72.16' (22M)  *  3.467 = 250.2

So for THIS antenna - where it is - in situ, you can use 250.2/Fmhz.
So then adjusting it a small amount - and that is key here we're not talking about testing it at 3.467 Mhz and deciding to redo it for 7.1 Mhz using that value ... for testing for this (relatively speaking) small change to say 3.55 or even 3.8, a difference of only 10%, the formula will get you pretty darn close. If it were a bigger change - if you had it at 3.45Mhz and wanted to go to 3.8Mhz I'd suggest you started out 'wrong' for lack of a better term - but even in this case you can use this method. Variables like - for example with that size change of 10% if you whack off 7' and that 7' is ALL of the top diameter of 1/2" and the next diameter jumps up to say 3/4" it might be off by a little bit. But based on his request - he's in the ball park to start off - this will work just fine.

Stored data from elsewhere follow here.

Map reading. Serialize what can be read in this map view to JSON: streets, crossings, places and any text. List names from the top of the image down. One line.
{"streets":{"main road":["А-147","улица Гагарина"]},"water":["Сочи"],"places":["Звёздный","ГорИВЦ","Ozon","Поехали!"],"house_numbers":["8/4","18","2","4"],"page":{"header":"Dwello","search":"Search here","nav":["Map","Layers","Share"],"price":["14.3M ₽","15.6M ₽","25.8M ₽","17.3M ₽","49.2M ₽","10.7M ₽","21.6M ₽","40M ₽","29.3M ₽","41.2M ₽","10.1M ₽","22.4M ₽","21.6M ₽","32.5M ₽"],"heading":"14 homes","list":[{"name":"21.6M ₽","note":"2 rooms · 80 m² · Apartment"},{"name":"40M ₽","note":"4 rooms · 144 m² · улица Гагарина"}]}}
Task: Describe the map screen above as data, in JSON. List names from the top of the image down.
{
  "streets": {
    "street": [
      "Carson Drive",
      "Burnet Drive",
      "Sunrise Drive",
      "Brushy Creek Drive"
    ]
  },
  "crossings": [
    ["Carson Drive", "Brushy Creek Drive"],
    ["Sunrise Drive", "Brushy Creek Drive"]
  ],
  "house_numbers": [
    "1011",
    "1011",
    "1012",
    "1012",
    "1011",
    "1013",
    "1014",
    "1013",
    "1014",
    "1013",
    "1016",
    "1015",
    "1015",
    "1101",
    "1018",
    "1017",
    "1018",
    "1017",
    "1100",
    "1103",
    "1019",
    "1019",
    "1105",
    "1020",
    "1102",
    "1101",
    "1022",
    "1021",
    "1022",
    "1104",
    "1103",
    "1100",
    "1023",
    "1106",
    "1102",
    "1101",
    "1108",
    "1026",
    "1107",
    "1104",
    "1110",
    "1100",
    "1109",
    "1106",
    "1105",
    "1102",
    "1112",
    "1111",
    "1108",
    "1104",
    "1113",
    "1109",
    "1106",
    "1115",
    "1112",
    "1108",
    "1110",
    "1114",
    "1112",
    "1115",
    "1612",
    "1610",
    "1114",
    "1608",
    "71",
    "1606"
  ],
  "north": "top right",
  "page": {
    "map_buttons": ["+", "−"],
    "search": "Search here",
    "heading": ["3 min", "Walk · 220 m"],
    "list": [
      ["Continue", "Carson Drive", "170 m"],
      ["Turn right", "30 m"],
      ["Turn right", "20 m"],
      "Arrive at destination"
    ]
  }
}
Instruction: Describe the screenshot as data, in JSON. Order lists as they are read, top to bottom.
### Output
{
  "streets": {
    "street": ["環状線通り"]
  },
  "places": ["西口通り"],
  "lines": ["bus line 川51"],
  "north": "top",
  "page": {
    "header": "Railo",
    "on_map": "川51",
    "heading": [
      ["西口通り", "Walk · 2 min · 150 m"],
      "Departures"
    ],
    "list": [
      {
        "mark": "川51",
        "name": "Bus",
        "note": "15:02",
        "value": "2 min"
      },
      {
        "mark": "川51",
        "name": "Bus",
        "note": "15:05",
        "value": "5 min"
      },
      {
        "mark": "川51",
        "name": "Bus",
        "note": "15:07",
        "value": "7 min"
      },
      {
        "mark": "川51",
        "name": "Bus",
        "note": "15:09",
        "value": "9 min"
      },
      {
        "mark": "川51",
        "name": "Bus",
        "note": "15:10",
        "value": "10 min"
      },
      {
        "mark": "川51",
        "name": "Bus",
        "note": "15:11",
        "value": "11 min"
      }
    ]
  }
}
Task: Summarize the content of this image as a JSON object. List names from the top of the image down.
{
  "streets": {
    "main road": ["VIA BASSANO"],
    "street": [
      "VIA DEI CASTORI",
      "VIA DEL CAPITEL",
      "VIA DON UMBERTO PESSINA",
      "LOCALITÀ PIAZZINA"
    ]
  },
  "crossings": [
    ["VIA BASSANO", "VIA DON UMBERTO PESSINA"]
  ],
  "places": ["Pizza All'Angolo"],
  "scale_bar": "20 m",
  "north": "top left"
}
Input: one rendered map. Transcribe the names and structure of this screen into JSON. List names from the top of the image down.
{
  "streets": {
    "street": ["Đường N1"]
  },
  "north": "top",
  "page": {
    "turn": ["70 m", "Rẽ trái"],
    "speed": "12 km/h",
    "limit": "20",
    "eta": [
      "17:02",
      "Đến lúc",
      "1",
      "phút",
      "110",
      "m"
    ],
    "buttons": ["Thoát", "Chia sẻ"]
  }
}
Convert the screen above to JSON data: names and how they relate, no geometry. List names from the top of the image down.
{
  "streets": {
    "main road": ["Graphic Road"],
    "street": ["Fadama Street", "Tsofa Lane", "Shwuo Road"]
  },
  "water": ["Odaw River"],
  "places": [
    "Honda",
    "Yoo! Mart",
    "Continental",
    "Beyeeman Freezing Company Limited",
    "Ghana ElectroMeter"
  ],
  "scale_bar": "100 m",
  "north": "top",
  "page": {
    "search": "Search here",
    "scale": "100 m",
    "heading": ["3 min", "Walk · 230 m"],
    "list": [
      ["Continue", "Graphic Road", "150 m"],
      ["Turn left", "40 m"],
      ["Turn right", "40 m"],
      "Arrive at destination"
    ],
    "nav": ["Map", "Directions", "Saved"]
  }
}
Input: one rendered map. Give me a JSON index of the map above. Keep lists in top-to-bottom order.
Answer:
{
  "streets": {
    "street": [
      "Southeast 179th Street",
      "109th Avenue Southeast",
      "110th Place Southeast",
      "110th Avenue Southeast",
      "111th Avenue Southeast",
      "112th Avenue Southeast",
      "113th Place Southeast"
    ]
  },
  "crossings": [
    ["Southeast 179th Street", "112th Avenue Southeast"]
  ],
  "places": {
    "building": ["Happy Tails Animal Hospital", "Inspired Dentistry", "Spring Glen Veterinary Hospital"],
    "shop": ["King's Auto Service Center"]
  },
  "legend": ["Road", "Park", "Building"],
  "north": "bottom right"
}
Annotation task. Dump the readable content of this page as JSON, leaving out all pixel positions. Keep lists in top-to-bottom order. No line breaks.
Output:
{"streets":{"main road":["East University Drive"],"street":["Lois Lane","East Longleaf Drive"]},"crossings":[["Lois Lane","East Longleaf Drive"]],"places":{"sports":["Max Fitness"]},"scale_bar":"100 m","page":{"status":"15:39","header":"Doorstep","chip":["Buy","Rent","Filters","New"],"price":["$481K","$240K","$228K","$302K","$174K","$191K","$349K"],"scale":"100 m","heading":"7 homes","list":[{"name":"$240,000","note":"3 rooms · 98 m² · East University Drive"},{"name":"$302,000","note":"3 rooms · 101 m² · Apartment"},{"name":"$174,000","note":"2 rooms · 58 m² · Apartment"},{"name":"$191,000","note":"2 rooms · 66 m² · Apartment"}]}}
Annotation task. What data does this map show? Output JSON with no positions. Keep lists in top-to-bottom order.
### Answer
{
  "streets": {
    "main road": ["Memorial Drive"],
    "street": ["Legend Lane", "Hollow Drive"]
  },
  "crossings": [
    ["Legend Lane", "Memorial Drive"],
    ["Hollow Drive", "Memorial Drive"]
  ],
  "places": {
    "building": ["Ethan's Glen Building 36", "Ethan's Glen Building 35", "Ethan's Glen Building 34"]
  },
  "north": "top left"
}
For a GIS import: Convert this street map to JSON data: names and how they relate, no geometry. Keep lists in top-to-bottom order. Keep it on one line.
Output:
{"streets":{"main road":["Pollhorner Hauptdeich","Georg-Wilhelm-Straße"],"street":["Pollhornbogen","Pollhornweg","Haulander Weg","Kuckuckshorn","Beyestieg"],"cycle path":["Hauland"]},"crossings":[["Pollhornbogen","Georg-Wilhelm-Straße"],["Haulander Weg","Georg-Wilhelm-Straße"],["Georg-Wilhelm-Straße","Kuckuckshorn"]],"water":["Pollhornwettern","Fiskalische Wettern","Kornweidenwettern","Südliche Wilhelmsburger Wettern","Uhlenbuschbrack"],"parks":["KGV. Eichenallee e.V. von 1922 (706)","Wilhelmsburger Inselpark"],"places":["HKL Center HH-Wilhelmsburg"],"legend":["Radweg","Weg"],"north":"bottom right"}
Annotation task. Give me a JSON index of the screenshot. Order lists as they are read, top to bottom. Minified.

I used it for all of my antennas when modeling/range testing - M2 and Optibeam antennas to put them where I wanted the performance to be. 

Gary
K9RX
-----Original Message----- From: Chuck Dietz 
Sent: Wednesday, September 13, 2017 2:33 PM
To: Charles Morrison ; V. Sciucka
Cc: towertalk@contesting.com
Subject: Re: [TowerTalk] 80m vertical size calculation

Maybe I don't understand, but I would think that if you had a tower with an
aluminum tube "stinger" on top, this might not work because of the change
in percentage of the various diameters.

Chuck W5PR

On Wed, Sep 13, 2017 at 1:00 PM Charles Morrison <junkcmp@gmail.com> wrote:


Not length to diameter, It is independent of diameter.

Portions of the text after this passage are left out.